As an emerging class of dynamic cross-linked network, vitrimers have attracted much attention due to the combination of mechanical advantages of thermosets and recyclability of thermoplastics at an elevated temperature. In particular, most vitrimers with multi-shape memory properties usually involve more than one thermal transition or molecular switch, which might pose a challenge for facile sample fabrication and potentially limits their applications. In pursuit of a more universal and simple route, utilizing commercially available and inexpensive reagents to prepare shape-memory vitrimers with dual cross-linked network from vinyl monomer-derived prepolymers is reported here. Copolymerization of desired vinyl monomers gives prepolymers containing carboxyl and zinc carboxylate groups, which are later converted into vitrimers in a single step by post-curing with diglycidylether of bisphenol A. The Zn2+ ions can not only act as physical crosslinking points through ionic coordination interactions, thus providing the triple-shape-memory properties, but also play the role of catalyst to activate transesterification in the dynamic covalent network.
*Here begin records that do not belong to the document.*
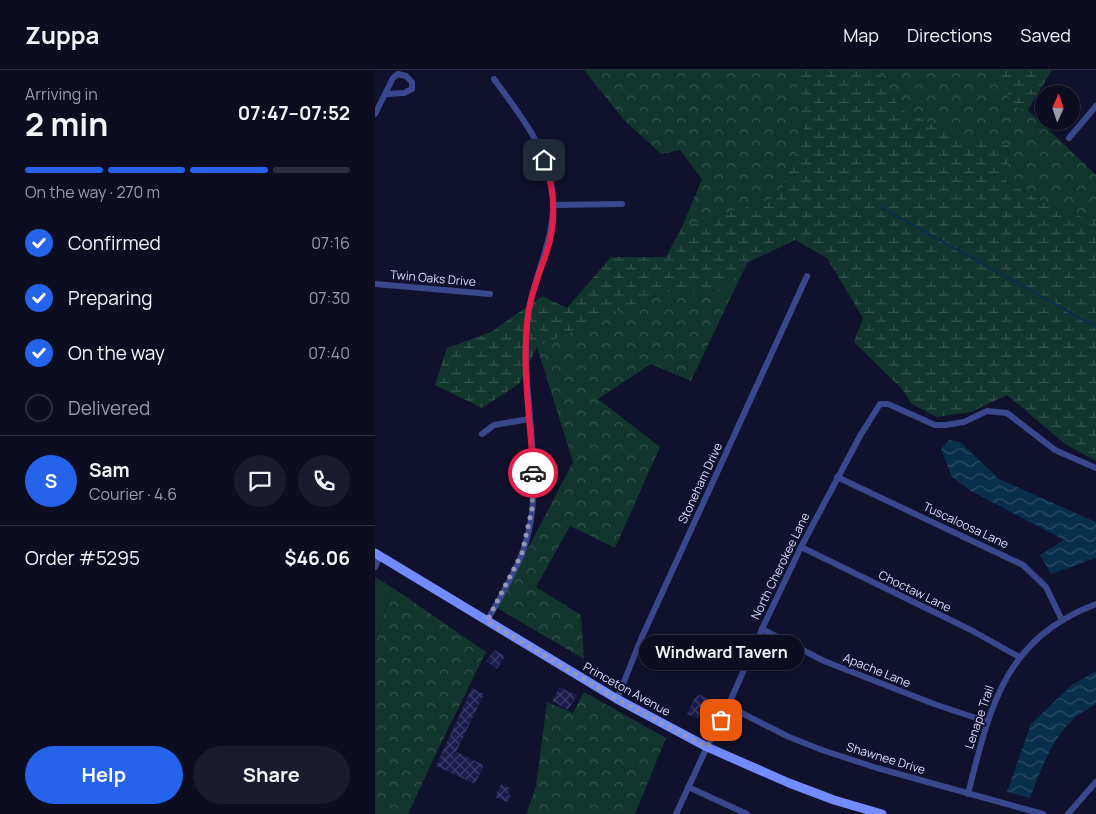 <!DOCTYPE html>
<html lang="en">
<head>
<meta charset="utf-8">
<style>
  :root { --surface:#0c0d21; --page:#1a1b2e; --text:#f1f3f6; --muted:#9a9ca5; --line:#2c2d3f; --accent:#2563eb }
  body { margin:0; font-family:Manrope,sans-serif; background:var(--page); color:var(--text); height:100vh; display:flex; flex-direction:column; font-size:19px; white-space:nowrap }
  * { box-sizing:border-box; margin:0 }
  p { font-size:16px; color:var(--muted) }
  .icon { flex:none; width:28px; height:28px; fill:none; stroke:currentColor; stroke-width:2; stroke-linecap:round; stroke-linejoin:round }
  .map { position:relative; flex:1; overflow:hidden }
  .panel { display:flex; flex-direction:column; background:var(--surface); width:375px }
  .panel>* { flex:none }
  .needle { width:32px; rotate:3deg }
  .fabs { position:absolute; left:660px; top:15px; display:grid; gap:10px }
  .fabs a { display:grid; place-items:center; width:45px; height:45px; border-radius:50%; background:var(--surface); box-shadow:0 2px 12px #0003,0 0 0 1px var(--line); font-size:25px }
  .pin { position:absolute; display:grid; place-items:center; width:42px; height:42px; color:#fff; margin:-21px; border-radius:10px; box-shadow:0 2px 8px #0006 }
  .courier { position:absolute; display:grid; place-items:center; width:50px; height:50px; margin:-25px; border:4px solid #e11d48; border-radius:50%; background:#fff; color:#222; box-shadow:0 1px 6px #0007 }
  .bubble { position:absolute; height:35px; border-radius:18px; background:var(--surface); box-shadow:0 2px 12px #0003,0 0 0 1px var(--line); font-size:16px; font-weight:700; line-height:35px; text-align:center }
  .headline em { font-style:normal; font-weight:700 }
  .headline div { display:flex; flex-direction:column-reverse }
  .headline { display:flex; align-items:center; justify-content:space-between; height:85px; padding:0 25px }
  h1 { font-size:32px; font-weight:700; line-height:38px }
  .bar { display:grid; grid-template-columns:repeat(4,1fr); gap:8px 5px; align-content:center; height:60px; padding:0 25px }
  .bar i { height:6px; border-radius:4px; background:var(--line) }
  .bar .on { background:var(--accent) }
  .bar p { grid-column:span 4 }
  .line { display:flex; align-items:center; gap:12px; padding:0 25px; border-top:1px solid var(--line) }
  .line div { flex:1 }
  .round { display:grid; place-items:center; flex:none; width:52px; height:52px; border-radius:26px; background:var(--page) }
  ol { padding:0 25px; list-style:none }
  li { display:flex; align-items:center; gap:15px; height:55px }
  li p { margin-inline-start:auto }
  li .icon { padding:5px; border-radius:50%; background:var(--accent); color:#fff; stroke-width:4 }
  li:last-child { color:var(--muted) }
  li i { width:28px; height:28px; border:2px solid var(--line); border-radius:50% }
  .button { display:flex; gap:10px; margin-top:auto; padding:10px 25px }
  .button a { flex:1; height:58px; border-radius:30px; background:var(--accent); color:#fff; font-size:20px; font-weight:700; line-height:58px; text-align:center }
  .button a+a { background:var(--page); color:var(--text) }
  header { display:flex; align-items:center; gap:30px; box-sizing:border-box; height:70px; padding:0 25px; background:var(--surface); border-bottom:1px solid var(--line) }
  header strong { font-size:24px }
  nav { display:flex; gap:28px; margin-inline-start:auto; font-size:18px }
  main { display:flex; flex:1; min-height:0 }
  .map>svg:first-child { display:block }
  .forest { fill:url(#forest-crowns) }
  .wetland { fill:url(#wetland-marsh) }
  .green { fill:#12362e }
  .water { fill:url(#water-waves) }
  .lines { fill:none; stroke-linecap:round; stroke-linejoin:round }
  .stream { stroke:#082f4c; stroke-width:2.5 }
  .building { fill:url(#building-cross-hatch) }
  .minor { stroke:#39478d; stroke-width:6 }
  .secondary { stroke:#728bff; stroke-width:9 }
  .done { stroke:#9496b5; stroke-width:5; stroke-dasharray:0 9 }
  .route { stroke:#e11d48; stroke-width:6 }
  .labels { text-anchor:middle; dominant-baseline:central; stroke-width:4; stroke-linejoin:round; paint-order:stroke }
  .street-label { font-size:12px; fill:#dbdeff; stroke:#10112c }
</style>
</head>
<body>
<header>
<strong>Zuppa</strong>
<nav><a>Map</a><a>Directions</a><a>Saved</a></nav>
</header>
<main>
<section class="panel">
<div class="headline"><div><h1>2 min</h1><p>Arriving in</p></div><em>07:47–07:52</em></div>
<div class="bar"><i class="on"></i><i class="on"></i><i class="on"></i><i></i><p>On the way · 270 m</p></div>
<ol>
<li><svg class="icon" aria-label="check" viewBox="0 0 24 24"><path d="M5 12l5 5 9-10"/></svg>Confirmed<p>07:16</p></li>
<li><svg class="icon" aria-label="check" viewBox="0 0 24 24"><path d="M5 12l5 5 9-10"/></svg>Preparing<p>07:30</p></li>
<li><svg class="icon" aria-label="check" viewBox="0 0 24 24"><path d="M5 12l5 5 9-10"/></svg>On the way<p>07:40</p></li>
<li><i></i>Delivered</li>
</ol>
<div class="line" style="height:90px"><b class="round" style="background:var(--accent);color:#fff">S</b><div><b>Sam</b><p>Courier · 4.6</p></div><a class="round"><svg class="icon" aria-label="chat" viewBox="0 0 24 24"><path d="M4 5h16v11H9l-5 4z"/></svg></a><a class="round"><svg class="icon" aria-label="phone" viewBox="0 0 24 24"><path d="M5 4h4l2 5-3 2q2 4 5 5l2-3 5 2v4C11 20 4 13 5 4z"/></svg></a></div>
<div class="line" style="height:65px"><div>Order #5295</div><b>$46.06</b></div>
<div class="button"><a>Help</a><a>Share</a></div>
</section>
<div class="map">
<svg width="721" height="744" viewBox="0 0 721 744">
  <defs>
    <pattern id="forest-crowns" width="20" height="18" patternUnits="userSpaceOnUse" patternTransform="scale(1.25)"><rect width="20" height="18" fill="#12362e"/><path d="M2 6a3 3 0 1 1 6 0M12 15a3 3 0 1 1 6 0" fill="none" stroke="#34534d"/></pattern>
    <pattern id="wetland-marsh" width="20" height="14" patternUnits="userSpaceOnUse" patternTransform="scale(1.25)"><rect width="20" height="14" fill="#12362e"/><path d="M1 5h8M5 5V1M11 12h8M15 12V8" fill="none" stroke="#34534d"/></pattern>
    <pattern id="water-waves" width="16" height="10" patternUnits="userSpaceOnUse" patternTransform="scale(1.25)"><rect width="16" height="10" fill="#082f4c"/><path d="M0 5q4-4 8 0t8 0" fill="none" stroke="#2b4d67"/></pattern>
    <pattern id="building-cross-hatch" width="8" height="8" patternUnits="userSpaceOnUse" patternTransform="scale(1.25)"><rect width="8" height="8" fill="#1b1b4e"/><path d="M0 0l8 8M0 8l8-8" fill="none" stroke="#3c3c69"/></pattern>
  </defs>
  <rect width="100%" height="100%" fill="#10112c"/>
  <g class="forest">
    <path d="M209 0H420L429 61 404 127 307 157 327 109 305 80 286 84 249 50Z"/>
    <path d="M503 0H625L637 36 653 40 721 105V152L668 132 631 111 634 75 590 69 525 39Z"/>
    <path d="M372 193 316 311 276 294 223 329 285 377 240 478 195 456 161 517 206 545 209 589 122 538 198 392 162 277 288 222 347 221Z"/>
    <path d="M18 518 111 582 67 671 33 744H0V571Z"/>
    <path d="M209 622 291 668 260 744H151L161 717 172 632 198 643Z"/>
  </g>
  <g class="wetland">
    <path d="M420 0H503L525 39 590 69 634 75 631 111 668 132 721 152V391L690 374 632 325 596 342 562 347 537 334 527 319 479 272 488 248 452 188 420 170 372 193 347 221 288 222 162 277 144 314 107 338 60 315 72 278 116 262 167 226 192 238 236 187H291L307 157 404 127 429 61Z"/>
    <path d="M625 0H677L653 40 637 36Z"/>
  </g>
  <path class="green" d="M0 507 18 518 0 571Z"/>
  <g class="water">
    <path d="M574 370 585 372 624 409 721 452V488L676 504 665 485 689 470 596 421 577 407 566 379Z"/>
    <path d="M721 601V634C714 638 707 642 701 647 678 665 665 702 655 728L632 722 656 654 698 614Z"/>
  </g>
  <g class="lines">
    <path class="stream" d="M504 136 721 257"/>
  </g>
  <g class="building">
    <path d="M120 580 130 586 122 599 111 591Z"/>
    <path d="M184 617 202 625 193 640 177 631Z"/>
    <path d="M97 618 109 624 81 682 109 695 100 714 61 696Z"/>
    <path d="M327 625 332 628 323 648 312 644 321 626Z"/>
    <path d="M126 714 135 718 133 724 136 726 133 732 120 727Z"/>
  </g>
  <g class="lines">
    <g class="minor">
      <path d="M23 4 31 6 37 12V19L29 23 10 24 18 8Z"/>
      <path d="M0 44 10 24"/>
      <path d="M694 68 721 36"/>
      <path d="M178 135 247 134"/>
      <path d="M0 214 115 224"/>
      <path d="M107 364 119 355 154 349"/>
      <path d="M462 407 648 495 671 517 687 550"/>
      <path d="M426 477 596 560 644 587"/>
      <path d="M0 497 5 486"/>
      <path d="M112 551C124 529 138 507 147 484 174 414 145 328 152 254 156 206 184 168 177 118 171 76 143 42 119 9"/>
      <path d="M387 559 449 591 559 634 613 652"/>
      <path d="M242 629 266 569 432 206"/>
      <path d="M353 636 414 667 447 680 502 698 668 744"/>
      <path d="M313 717 372 744"/>
      <path d="M593 724C615 637 629 569 721 534"/>
      <path d="M301 744 332 677 353 636 387 559 426 477 485 366 505 334H513L560 355H571L589 352 612 341 632 343 680 380 721 398"/>
      <path d="M693 744 721 712"/>
    </g>
    <path class="secondary" d="M0 483 242 629 332 677 414 713 459 730 507 744"/>
  </g>
  <g class="lines">
    <path class="done" d="M158 403 157 439 147 483 112 551 242 629 332 677 346 650"/>
    <path class="route" d="M158 403C156 354 147 303 152 254 154 229 163 207 171 184 182 153 180 121 169 90"/>
  </g>
  <g class="labels">
    <g class="street-label">
      <text transform="translate(58 208) rotate(5)">Twin Oaks Drive</text>
      <text transform="translate(325 413) rotate(-65)">Stoneham Drive</text>
      <text transform="translate(591 455) rotate(25)">Tuscaloosa Lane</text>
      <text transform="translate(405 496) rotate(-64)">North Cherokee Lane</text>
      <text transform="translate(540 521) rotate(26)">Choctaw Lane</text>
      <text transform="translate(502 600) rotate(22)">Apache Lane</text>
      <text transform="translate(252 619) rotate(29)">Princeton Avenue</text>
      <text transform="translate(604 647) rotate(-71)">Lenape Trail</text>
      <text transform="translate(511 688) rotate(17)">Shawnee Drive</text>
    </g>
  </g>
</svg>
<div class="fabs">
<a><svg class="needle" viewBox="-14 -14 28 28"><path d="M0-13l5 13h-10z" fill="#e53935"/><path d="M0 13l5-13h-10z" fill="#9a9ca5"/></svg></a>
</div>
<div class="pin" style="left:346px;top:650px;background:#ea580c"><svg class="icon" aria-label="bag" viewBox="0 0 24 24"><path d="M5 8h14l-1 12H6zM9 8a3 3 0 0 1 6 0"/></svg></div>
<div class="pin" style="left:169px;top:90px;background:#1f2937"><svg class="icon" aria-label="home" viewBox="0 0 24 24"><path d="M3 11l9-7 9 7M6 9v11h12V9"/></svg></div>
<div class="courier" style="left:158px;top:403px"><svg class="icon" aria-label="car" viewBox="0 0 24 24"><path d="M5 17H2v-5l4-1 3-4h7l3 4 3 1v5h-3M9 17h6M6 11h13"/><circle cx="7" cy="17" r="2"/><circle cx="17" cy="17" r="2"/></svg></div>
<div class="bubble" style="left:264px;top:565px;width:165px">Windward Tavern</div>
</div>
</main>
</body>
</html>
This new self-catalyzed vitrimer has excellent transesterification efficiency, triple-shape-memory properties, and can be sufficiently healed and reprocessed at an elevated temperature. The proposed molecular design of self-catalyzed materials opens a new avenue toward commercially relevant fabrication of high-performance vitrimers with multiple shape-memory properties.